Our coefficients are 4 and -2. This seems much more phylogenetically correct: The default number of legs is 4, and the effect of being human is to lose 2 legs.
All these regressions are really saying the same thing: Humans have 2 legs, cats have 4. And in this particular case, it’s simple and obvious. But once things start getting more complicated, people tend to make mistakes even on these very simple questions.

A common mistake would be to try to include a constant and both dummy variables: constant human cat. What happens if we try that? The matrix algebra gets particularly nasty, first of all:

\[ X = \begin{bmatrix} 1 & 1 & 0 \\ 1 & 0 & 1 \end{bmatrix} \]

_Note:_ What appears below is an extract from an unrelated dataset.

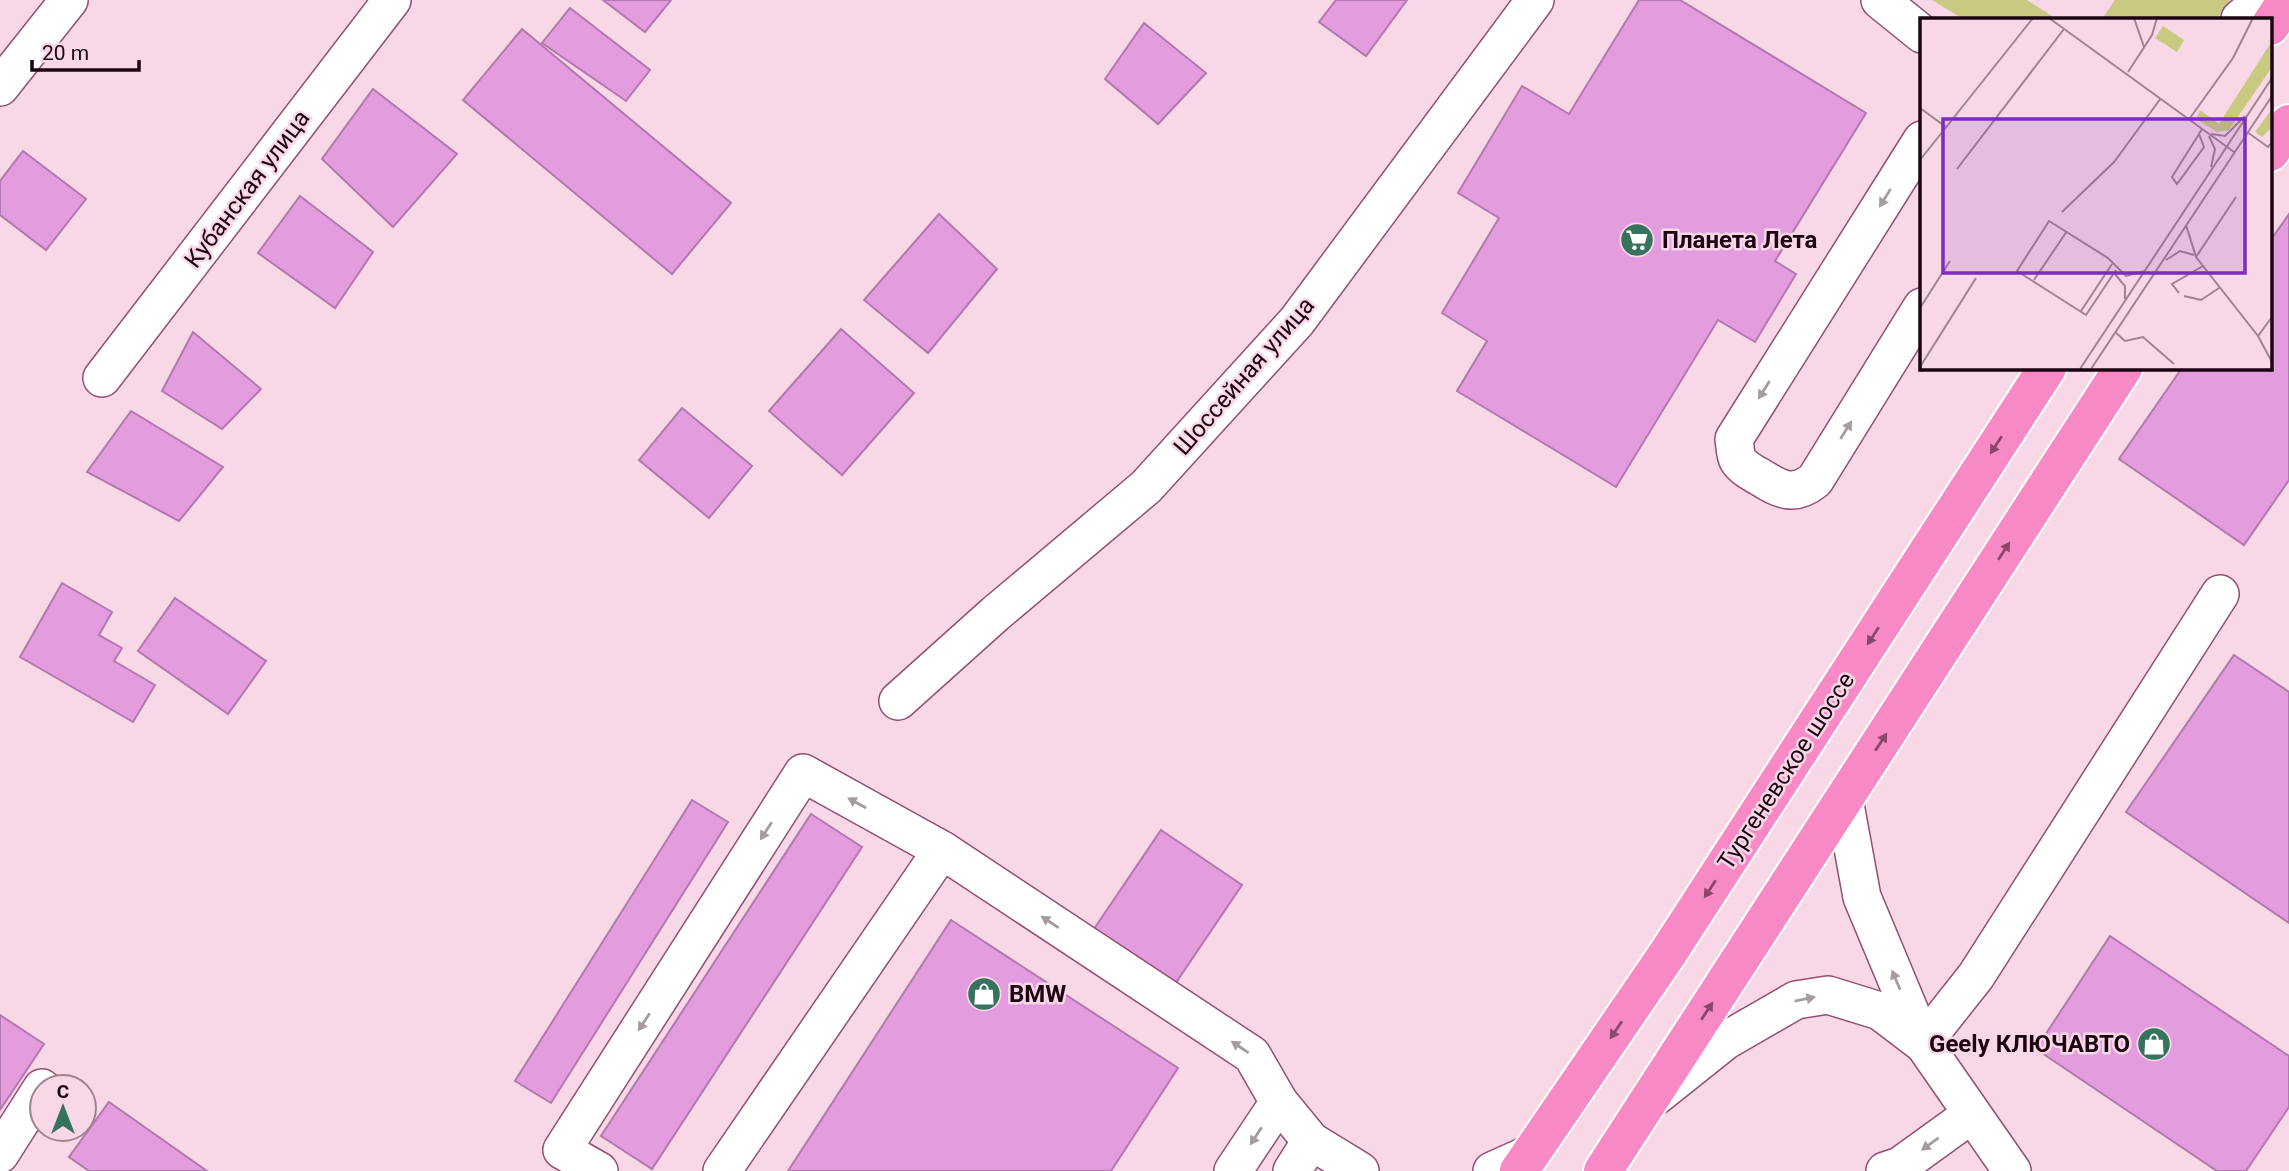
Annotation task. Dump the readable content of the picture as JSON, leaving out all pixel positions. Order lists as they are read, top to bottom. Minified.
{"streets":{"highway":["Тургеневское шоссе"],"street":["Кубанская улица","Шоссейная улица"]},"places":{"supermarket":["Планета Лета"],"shop":["BMW","Geely КЛЮЧАВТО"]},"scale_bar":"20 m","north":"top"}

\[ X’X = \begin{bmatrix} 1 & 1 \\ 1 & 0 \\ 0 & 1 \end{bmatrix} \begin{bmatrix} 1 & 1 & 0 \\ 1 & 0 & 1 \end{bmatrix} = \begin{bmatrix} 2 & 1 & 1 \\ 1 & 1 & 0 \\ 1 & 0 & 1 \end{bmatrix} \]

reg_7

Our covariance matrix X’X is now 3×3, first of all. That means we have more coefficients than we have data points. But we could throw in another human and another cat to fix that problem.

More importantly, the covariance matrix is not invertible. Rows 2 and 3 add up together to equal row 1, so we have a singular matrix.

If you tried to run this regression, you’d get an error message about “perfect multicollinearity”. What this really means is you haven’t chosen a valid baseline. Your baseline isn’t human and it isn’t cat; and since you included a constant, it isn’t a baseline of nothing either. It’s… unspecified.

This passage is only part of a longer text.